Мат, грубая, грязная брань — оскорбление человечеству.

А крайности, чрезвычайное — в человеческой природе.

Как это примирить — не знаю.

ВЕРА ПАВЛОВА

Натка, вернувшись из пионерлагеря:

— Мама, что со мной? Я хотела сказать “украли”, а с зубов сорвалось совсем другое слово!

Однажды сорвалось и при мне: слово, означающее “конец” и с ним рифмующееся.

Оно прозвучало с такой нимфеточной грацией, что вызвало к жизни стишок:

Ave тебе, матерок, легкий, как ветерок, как латынь прелата, налитой и крылатый, как mots парижских заплатки на русском аристократки, как чистой ночнушки хруст, — матерок из девичьих уст!..

Что греха таить, с зубов — срывается. (Подруга, на исповеди: “Батюшка, матерюсь. А как не материться-то, когда такая жизнь? Что остается-то?” На что батюшка, оторопев от напора: “Что же, мне благословить тебя материться?”) Но на бумаге…

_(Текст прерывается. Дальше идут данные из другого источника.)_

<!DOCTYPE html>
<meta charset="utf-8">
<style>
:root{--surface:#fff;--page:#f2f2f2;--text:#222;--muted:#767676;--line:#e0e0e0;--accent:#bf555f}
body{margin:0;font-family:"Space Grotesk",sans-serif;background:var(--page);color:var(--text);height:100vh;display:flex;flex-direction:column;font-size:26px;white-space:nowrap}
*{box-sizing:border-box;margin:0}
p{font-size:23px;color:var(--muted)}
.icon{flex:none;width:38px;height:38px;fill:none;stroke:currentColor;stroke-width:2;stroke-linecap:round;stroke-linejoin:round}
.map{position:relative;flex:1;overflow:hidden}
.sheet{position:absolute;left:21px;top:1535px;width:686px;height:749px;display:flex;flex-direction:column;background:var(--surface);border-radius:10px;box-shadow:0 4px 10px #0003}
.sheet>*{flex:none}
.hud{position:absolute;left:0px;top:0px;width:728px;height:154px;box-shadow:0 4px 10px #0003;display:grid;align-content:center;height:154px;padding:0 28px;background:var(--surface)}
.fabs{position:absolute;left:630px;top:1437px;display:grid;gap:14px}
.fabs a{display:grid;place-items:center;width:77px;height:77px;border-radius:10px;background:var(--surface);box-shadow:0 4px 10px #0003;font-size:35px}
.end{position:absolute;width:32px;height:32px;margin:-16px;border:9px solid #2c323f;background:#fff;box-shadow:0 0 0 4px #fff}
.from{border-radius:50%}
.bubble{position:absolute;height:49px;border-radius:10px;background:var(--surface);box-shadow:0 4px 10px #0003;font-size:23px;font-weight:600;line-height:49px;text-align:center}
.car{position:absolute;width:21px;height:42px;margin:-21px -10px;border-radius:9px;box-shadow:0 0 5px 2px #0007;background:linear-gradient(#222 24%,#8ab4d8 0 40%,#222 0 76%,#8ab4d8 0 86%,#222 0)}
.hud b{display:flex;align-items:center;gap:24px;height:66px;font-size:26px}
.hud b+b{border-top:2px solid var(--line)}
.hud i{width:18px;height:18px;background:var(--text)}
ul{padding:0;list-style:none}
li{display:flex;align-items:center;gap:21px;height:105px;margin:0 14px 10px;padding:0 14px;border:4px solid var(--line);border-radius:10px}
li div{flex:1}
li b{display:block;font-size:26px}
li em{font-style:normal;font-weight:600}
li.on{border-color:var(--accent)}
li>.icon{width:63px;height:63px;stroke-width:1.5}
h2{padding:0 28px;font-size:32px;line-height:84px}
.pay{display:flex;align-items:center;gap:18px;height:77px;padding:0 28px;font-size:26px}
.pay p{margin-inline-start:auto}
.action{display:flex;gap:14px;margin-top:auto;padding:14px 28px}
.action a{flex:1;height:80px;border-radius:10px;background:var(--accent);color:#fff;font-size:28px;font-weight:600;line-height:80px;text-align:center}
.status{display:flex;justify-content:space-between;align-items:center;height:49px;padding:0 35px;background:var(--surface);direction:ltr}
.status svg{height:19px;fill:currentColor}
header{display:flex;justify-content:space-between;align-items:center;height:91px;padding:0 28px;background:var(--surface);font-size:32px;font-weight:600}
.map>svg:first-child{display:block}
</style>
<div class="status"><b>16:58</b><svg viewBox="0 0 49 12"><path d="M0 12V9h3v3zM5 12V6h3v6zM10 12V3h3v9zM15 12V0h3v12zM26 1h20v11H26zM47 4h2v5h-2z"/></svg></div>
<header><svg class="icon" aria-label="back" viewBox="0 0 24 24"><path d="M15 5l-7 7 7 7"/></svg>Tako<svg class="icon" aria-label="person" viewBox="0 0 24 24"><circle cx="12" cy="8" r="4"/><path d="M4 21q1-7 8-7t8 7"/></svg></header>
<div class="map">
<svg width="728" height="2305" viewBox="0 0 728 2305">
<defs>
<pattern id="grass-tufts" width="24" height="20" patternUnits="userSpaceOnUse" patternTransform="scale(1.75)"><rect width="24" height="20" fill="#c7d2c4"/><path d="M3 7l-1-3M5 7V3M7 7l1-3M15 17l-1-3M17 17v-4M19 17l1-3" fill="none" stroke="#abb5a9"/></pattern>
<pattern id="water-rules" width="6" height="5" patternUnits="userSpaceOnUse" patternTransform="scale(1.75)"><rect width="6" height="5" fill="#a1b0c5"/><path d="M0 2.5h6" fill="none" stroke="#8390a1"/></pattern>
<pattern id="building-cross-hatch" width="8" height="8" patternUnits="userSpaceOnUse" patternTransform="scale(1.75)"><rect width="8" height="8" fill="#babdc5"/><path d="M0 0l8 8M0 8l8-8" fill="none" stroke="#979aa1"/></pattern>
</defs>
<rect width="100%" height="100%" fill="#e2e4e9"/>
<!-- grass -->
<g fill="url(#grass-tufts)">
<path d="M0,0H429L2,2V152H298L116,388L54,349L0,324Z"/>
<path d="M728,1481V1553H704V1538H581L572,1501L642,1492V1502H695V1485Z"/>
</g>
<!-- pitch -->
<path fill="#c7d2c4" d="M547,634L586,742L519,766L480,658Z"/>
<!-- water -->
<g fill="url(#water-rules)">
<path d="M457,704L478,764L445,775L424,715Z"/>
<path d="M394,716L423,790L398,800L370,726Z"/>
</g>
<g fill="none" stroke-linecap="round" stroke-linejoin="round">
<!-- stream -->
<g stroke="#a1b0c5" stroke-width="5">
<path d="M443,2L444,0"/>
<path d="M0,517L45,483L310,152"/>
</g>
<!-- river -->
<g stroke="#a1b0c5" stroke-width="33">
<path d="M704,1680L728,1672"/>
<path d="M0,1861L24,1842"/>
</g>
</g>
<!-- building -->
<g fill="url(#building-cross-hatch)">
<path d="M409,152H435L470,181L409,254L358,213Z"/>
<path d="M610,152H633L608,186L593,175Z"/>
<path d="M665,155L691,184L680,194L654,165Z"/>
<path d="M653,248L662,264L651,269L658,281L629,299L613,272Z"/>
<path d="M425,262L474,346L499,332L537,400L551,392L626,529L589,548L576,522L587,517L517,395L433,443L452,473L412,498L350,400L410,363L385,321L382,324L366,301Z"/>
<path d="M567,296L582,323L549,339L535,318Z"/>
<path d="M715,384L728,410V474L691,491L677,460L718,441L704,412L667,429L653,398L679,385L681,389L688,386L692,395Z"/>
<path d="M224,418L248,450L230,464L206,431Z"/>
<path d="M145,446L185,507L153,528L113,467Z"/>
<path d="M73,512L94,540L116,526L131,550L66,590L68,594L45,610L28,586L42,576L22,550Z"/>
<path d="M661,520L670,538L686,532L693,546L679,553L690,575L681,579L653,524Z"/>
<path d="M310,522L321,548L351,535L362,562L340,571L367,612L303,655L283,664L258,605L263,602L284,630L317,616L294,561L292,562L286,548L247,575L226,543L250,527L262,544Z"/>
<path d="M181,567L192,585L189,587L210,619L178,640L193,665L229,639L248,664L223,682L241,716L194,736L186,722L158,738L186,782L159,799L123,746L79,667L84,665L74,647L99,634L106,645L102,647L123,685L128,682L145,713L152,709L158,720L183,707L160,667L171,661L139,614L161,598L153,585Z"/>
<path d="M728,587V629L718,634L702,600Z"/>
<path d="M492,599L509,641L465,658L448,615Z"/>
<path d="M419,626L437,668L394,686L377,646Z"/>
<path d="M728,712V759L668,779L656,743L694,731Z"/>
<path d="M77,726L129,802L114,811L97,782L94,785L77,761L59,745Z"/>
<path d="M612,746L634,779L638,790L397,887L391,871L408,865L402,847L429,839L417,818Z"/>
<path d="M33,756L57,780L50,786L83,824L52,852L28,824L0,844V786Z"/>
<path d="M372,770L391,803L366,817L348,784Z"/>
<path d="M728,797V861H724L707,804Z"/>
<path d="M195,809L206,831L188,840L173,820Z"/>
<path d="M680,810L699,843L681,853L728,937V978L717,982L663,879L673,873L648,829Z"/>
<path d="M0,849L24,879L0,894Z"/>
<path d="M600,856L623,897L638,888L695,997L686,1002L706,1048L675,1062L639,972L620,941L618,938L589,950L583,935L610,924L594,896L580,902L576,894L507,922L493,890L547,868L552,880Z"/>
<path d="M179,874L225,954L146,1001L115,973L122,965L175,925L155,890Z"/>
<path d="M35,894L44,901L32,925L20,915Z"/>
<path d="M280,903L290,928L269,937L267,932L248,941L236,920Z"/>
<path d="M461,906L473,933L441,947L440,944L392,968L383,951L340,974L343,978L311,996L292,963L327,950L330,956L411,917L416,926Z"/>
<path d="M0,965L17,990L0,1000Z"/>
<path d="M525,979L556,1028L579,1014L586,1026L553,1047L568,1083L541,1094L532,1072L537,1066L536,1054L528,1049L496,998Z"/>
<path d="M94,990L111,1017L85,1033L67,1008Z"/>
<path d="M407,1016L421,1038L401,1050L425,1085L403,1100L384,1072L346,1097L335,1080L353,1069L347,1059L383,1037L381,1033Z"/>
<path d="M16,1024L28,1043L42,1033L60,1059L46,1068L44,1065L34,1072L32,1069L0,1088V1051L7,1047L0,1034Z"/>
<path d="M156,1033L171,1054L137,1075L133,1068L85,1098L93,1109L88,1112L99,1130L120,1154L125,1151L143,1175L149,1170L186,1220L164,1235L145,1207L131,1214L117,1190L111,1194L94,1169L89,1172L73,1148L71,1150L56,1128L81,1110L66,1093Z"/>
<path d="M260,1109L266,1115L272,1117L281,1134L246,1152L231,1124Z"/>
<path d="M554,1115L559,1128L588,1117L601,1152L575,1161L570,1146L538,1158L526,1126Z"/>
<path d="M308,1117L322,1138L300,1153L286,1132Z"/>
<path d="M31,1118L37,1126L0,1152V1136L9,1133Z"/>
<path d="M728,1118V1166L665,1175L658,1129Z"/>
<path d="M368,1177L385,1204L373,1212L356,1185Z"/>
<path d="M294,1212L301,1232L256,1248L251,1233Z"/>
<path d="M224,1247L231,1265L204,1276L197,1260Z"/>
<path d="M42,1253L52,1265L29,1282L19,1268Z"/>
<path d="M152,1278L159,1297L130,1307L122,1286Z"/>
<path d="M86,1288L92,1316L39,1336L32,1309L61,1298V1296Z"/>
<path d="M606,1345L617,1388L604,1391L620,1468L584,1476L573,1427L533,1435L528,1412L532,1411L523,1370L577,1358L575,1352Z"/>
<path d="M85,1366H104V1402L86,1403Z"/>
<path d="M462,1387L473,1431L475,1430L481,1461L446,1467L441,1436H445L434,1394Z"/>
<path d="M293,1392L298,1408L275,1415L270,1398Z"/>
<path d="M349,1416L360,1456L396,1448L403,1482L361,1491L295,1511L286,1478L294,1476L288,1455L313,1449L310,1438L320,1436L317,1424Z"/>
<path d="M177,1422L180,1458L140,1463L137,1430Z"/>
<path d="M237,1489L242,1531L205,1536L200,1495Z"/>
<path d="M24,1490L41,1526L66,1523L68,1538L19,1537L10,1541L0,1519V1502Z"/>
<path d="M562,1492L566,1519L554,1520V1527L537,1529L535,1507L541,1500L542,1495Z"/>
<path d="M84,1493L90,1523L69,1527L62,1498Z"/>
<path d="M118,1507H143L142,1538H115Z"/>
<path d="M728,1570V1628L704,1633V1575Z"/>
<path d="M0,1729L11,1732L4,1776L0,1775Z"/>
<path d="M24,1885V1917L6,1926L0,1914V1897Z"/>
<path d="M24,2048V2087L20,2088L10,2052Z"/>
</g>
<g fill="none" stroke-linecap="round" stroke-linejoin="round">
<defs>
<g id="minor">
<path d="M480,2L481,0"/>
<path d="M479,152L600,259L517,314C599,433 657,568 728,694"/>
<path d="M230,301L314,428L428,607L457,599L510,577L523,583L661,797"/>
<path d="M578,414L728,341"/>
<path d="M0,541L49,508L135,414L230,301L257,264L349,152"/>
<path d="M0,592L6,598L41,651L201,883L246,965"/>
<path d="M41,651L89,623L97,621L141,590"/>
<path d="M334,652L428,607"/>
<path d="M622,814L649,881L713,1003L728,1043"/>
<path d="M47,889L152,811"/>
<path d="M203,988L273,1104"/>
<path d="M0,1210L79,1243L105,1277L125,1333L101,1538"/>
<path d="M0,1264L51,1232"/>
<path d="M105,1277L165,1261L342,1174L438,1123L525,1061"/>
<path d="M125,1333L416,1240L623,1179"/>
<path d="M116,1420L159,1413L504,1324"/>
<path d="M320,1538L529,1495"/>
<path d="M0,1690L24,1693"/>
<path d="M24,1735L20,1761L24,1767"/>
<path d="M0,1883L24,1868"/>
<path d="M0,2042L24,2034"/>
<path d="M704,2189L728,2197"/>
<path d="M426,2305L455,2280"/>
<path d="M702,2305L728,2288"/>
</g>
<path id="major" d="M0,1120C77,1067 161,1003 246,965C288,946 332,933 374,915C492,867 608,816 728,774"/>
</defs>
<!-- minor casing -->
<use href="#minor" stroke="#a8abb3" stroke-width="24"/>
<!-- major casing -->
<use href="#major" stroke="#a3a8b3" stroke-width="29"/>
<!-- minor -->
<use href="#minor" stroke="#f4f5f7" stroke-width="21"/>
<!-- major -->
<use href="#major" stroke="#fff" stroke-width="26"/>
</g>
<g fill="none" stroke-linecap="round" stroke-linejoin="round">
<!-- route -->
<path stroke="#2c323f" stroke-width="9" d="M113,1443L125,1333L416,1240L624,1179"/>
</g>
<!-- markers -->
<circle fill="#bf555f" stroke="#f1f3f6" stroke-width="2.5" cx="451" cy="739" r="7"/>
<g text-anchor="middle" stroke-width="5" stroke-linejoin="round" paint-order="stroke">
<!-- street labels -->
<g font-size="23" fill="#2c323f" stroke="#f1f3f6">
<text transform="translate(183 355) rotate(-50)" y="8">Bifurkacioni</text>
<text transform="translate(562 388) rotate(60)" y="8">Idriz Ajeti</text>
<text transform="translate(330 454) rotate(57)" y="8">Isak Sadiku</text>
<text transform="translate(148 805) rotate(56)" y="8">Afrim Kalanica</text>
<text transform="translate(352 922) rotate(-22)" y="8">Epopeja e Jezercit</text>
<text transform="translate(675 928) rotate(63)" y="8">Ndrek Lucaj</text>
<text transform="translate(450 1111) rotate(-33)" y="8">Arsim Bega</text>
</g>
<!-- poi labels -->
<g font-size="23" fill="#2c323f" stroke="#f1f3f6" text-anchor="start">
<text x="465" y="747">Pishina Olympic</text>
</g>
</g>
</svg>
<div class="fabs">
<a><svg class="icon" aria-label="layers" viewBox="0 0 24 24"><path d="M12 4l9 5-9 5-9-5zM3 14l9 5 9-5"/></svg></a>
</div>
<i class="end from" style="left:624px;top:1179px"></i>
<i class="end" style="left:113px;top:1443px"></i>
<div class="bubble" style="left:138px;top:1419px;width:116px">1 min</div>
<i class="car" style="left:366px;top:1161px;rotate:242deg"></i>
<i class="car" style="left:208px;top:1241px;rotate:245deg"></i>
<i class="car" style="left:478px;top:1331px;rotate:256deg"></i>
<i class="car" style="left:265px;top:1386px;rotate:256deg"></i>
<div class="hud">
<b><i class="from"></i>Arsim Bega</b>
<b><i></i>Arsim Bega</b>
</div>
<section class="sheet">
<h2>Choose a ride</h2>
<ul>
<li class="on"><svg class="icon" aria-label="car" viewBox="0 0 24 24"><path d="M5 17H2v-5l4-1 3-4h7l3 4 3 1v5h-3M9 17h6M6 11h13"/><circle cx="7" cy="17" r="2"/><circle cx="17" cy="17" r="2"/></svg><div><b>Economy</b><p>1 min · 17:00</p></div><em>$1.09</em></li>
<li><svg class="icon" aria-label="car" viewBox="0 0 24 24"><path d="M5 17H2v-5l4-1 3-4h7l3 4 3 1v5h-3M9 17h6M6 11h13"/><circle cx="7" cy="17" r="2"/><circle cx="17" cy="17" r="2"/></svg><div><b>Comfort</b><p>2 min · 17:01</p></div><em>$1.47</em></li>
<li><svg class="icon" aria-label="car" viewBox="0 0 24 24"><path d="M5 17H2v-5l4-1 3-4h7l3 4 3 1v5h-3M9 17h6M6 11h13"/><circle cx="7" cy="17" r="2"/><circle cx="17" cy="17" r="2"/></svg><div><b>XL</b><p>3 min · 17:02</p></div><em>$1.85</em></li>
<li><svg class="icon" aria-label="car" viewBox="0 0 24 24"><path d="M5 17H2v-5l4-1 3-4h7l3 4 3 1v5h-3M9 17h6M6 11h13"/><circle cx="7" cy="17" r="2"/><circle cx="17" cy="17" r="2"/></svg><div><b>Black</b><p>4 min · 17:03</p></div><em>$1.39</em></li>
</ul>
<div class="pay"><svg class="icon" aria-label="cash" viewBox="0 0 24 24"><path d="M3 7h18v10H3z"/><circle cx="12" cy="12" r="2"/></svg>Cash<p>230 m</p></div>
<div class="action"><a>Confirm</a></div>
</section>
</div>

Я написала с десяток стихотворений, в которых употребляется слово, означающее “конец”, но с ним не рифмующееся. Я включила их в книжку “Небесное животное”. Мне казалось, что текст удержит нимфеточное несоответствие слова с устами, что он сохранит порывистость “сорвавшегося с зубов”, что, наконец, можно так организовать его, что табуированные слова станут словами среди слов… Мне казалось. Теперь мне кажется, что эти слова никогда, ни в речи, ни тем более на бумаге, не станут словами среди слов. Не стоило публиковать эти стихи. (Писать — дело другое. Писать надо все.) Хотя однажды, кажется, получилось.

Стихотворение называется “Подражание Ахматовой”:

И слово “хуй” на стенке лифта перечитала восемь раз.

В моей второй книге ненормативной лексики нет.

P. S. Музыканты называют матерные слова “мелизмами”.